Exercise aim →
Nothing in the records should change; write them all out exactly.

Data supplied →

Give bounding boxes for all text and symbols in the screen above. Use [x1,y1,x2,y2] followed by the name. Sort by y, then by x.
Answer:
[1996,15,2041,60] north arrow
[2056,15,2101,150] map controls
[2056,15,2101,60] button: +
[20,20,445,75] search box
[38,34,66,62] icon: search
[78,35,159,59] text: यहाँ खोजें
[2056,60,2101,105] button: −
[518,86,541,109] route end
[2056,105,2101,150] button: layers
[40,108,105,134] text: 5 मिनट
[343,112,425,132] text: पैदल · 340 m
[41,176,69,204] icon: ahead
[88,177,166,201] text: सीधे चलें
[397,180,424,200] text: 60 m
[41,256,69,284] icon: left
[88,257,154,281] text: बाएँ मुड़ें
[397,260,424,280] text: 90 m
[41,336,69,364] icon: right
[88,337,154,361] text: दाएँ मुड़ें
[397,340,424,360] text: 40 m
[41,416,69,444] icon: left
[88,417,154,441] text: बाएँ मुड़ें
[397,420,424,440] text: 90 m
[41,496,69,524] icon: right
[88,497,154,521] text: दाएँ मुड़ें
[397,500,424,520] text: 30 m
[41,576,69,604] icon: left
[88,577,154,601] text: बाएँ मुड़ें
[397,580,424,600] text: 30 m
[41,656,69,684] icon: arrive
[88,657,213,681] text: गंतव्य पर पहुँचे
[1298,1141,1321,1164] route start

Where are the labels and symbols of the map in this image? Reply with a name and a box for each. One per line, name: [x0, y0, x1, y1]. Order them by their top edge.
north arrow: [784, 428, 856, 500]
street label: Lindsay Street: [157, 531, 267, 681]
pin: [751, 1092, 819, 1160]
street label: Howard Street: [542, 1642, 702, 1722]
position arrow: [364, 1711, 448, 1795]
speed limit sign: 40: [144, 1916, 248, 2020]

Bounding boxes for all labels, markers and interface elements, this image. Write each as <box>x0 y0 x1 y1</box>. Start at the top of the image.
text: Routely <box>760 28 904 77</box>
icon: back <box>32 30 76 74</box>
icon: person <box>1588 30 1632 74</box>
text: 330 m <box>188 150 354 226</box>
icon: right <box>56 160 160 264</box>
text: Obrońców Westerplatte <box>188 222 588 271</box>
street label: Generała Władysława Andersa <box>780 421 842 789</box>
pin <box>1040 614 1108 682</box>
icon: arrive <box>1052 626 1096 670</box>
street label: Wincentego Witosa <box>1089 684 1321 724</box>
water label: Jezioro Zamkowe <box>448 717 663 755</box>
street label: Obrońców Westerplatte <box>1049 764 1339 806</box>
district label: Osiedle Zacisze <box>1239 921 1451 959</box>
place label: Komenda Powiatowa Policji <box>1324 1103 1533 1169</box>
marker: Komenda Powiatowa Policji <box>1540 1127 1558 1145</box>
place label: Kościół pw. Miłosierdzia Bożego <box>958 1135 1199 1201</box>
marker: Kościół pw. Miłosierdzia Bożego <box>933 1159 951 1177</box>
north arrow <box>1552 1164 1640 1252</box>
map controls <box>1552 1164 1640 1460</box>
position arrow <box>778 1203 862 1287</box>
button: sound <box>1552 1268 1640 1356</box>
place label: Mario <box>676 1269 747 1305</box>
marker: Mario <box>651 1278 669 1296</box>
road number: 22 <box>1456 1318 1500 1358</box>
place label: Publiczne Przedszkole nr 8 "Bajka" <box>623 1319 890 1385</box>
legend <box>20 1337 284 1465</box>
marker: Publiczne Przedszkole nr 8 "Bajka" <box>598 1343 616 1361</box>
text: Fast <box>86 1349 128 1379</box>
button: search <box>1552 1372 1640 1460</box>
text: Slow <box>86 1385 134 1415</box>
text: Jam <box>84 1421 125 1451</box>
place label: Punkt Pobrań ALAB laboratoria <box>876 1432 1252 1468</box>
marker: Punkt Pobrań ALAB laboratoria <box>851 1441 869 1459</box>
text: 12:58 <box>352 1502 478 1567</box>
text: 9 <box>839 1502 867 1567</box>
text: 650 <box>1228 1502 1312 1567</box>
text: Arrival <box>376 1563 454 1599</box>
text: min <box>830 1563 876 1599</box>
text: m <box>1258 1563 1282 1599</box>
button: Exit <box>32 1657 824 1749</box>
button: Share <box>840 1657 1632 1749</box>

Task result →
Give bounding boxes for all text and symbols in the screen above. Use [x1,y1,x2,y2] followed by the name. Sort by y, then by x.
Answer:
[1996,15,2041,60] north arrow
[2056,15,2101,150] map controls
[2056,15,2101,60] button: +
[20,20,445,75] search box
[38,34,66,62] icon: search
[78,35,159,59] text: यहाँ खोजें
[2056,60,2101,105] button: −
[518,86,541,109] route end
[2056,105,2101,150] button: layers
[40,108,105,134] text: 5 मिनट
[343,112,425,132] text: पैदल · 340 m
[41,176,69,204] icon: ahead
[88,177,166,201] text: सीधे चलें
[397,180,424,200] text: 60 m
[41,256,69,284] icon: left
[88,257,154,281] text: बाएँ मुड़ें
[397,260,424,280] text: 90 m
[41,336,69,364] icon: right
[88,337,154,361] text: दाएँ मुड़ें
[397,340,424,360] text: 40 m
[41,416,69,444] icon: left
[88,417,154,441] text: बाएँ मुड़ें
[397,420,424,440] text: 90 m
[41,496,69,524] icon: right
[88,497,154,521] text: दाएँ मुड़ें
[397,500,424,520] text: 30 m
[41,576,69,604] icon: left
[88,577,154,601] text: बाएँ मुड़ें
[397,580,424,600] text: 30 m
[41,656,69,684] icon: arrive
[88,657,213,681] text: गंतव्य पर पहुँचे
[1298,1141,1321,1164] route start

Where are the labels and symbols of the map in this image? Reply with a name and a box for each. One per line, name: [x0, y0, x1, y1]. Order them by their top edge.
north arrow: [784, 428, 856, 500]
street label: Lindsay Street: [157, 531, 267, 681]
pin: [751, 1092, 819, 1160]
street label: Howard Street: [542, 1642, 702, 1722]
position arrow: [364, 1711, 448, 1795]
speed limit sign: 40: [144, 1916, 248, 2020]

Bounding boxes for all labels, markers and interface elements, this image. Write each as <box>x0 y0 x1 y1</box>. Start at the top of the image.
text: Routely <box>760 28 904 77</box>
icon: back <box>32 30 76 74</box>
icon: person <box>1588 30 1632 74</box>
text: 330 m <box>188 150 354 226</box>
icon: right <box>56 160 160 264</box>
text: Obrońców Westerplatte <box>188 222 588 271</box>
street label: Generała Władysława Andersa <box>780 421 842 789</box>
pin <box>1040 614 1108 682</box>
icon: arrive <box>1052 626 1096 670</box>
street label: Wincentego Witosa <box>1089 684 1321 724</box>
water label: Jezioro Zamkowe <box>448 717 663 755</box>
street label: Obrońców Westerplatte <box>1049 764 1339 806</box>
district label: Osiedle Zacisze <box>1239 921 1451 959</box>
place label: Komenda Powiatowa Policji <box>1324 1103 1533 1169</box>
marker: Komenda Powiatowa Policji <box>1540 1127 1558 1145</box>
place label: Kościół pw. Miłosierdzia Bożego <box>958 1135 1199 1201</box>
marker: Kościół pw. Miłosierdzia Bożego <box>933 1159 951 1177</box>
north arrow <box>1552 1164 1640 1252</box>
map controls <box>1552 1164 1640 1460</box>
position arrow <box>778 1203 862 1287</box>
button: sound <box>1552 1268 1640 1356</box>
place label: Mario <box>676 1269 747 1305</box>
marker: Mario <box>651 1278 669 1296</box>
road number: 22 <box>1456 1318 1500 1358</box>
place label: Publiczne Przedszkole nr 8 "Bajka" <box>623 1319 890 1385</box>
legend <box>20 1337 284 1465</box>
marker: Publiczne Przedszkole nr 8 "Bajka" <box>598 1343 616 1361</box>
text: Fast <box>86 1349 128 1379</box>
button: search <box>1552 1372 1640 1460</box>
text: Slow <box>86 1385 134 1415</box>
text: Jam <box>84 1421 125 1451</box>
place label: Punkt Pobrań ALAB laboratoria <box>876 1432 1252 1468</box>
marker: Punkt Pobrań ALAB laboratoria <box>851 1441 869 1459</box>
text: 12:58 <box>352 1502 478 1567</box>
text: 9 <box>839 1502 867 1567</box>
text: 650 <box>1228 1502 1312 1567</box>
text: Arrival <box>376 1563 454 1599</box>
text: min <box>830 1563 876 1599</box>
text: m <box>1258 1563 1282 1599</box>
button: Exit <box>32 1657 824 1749</box>
button: Share <box>840 1657 1632 1749</box>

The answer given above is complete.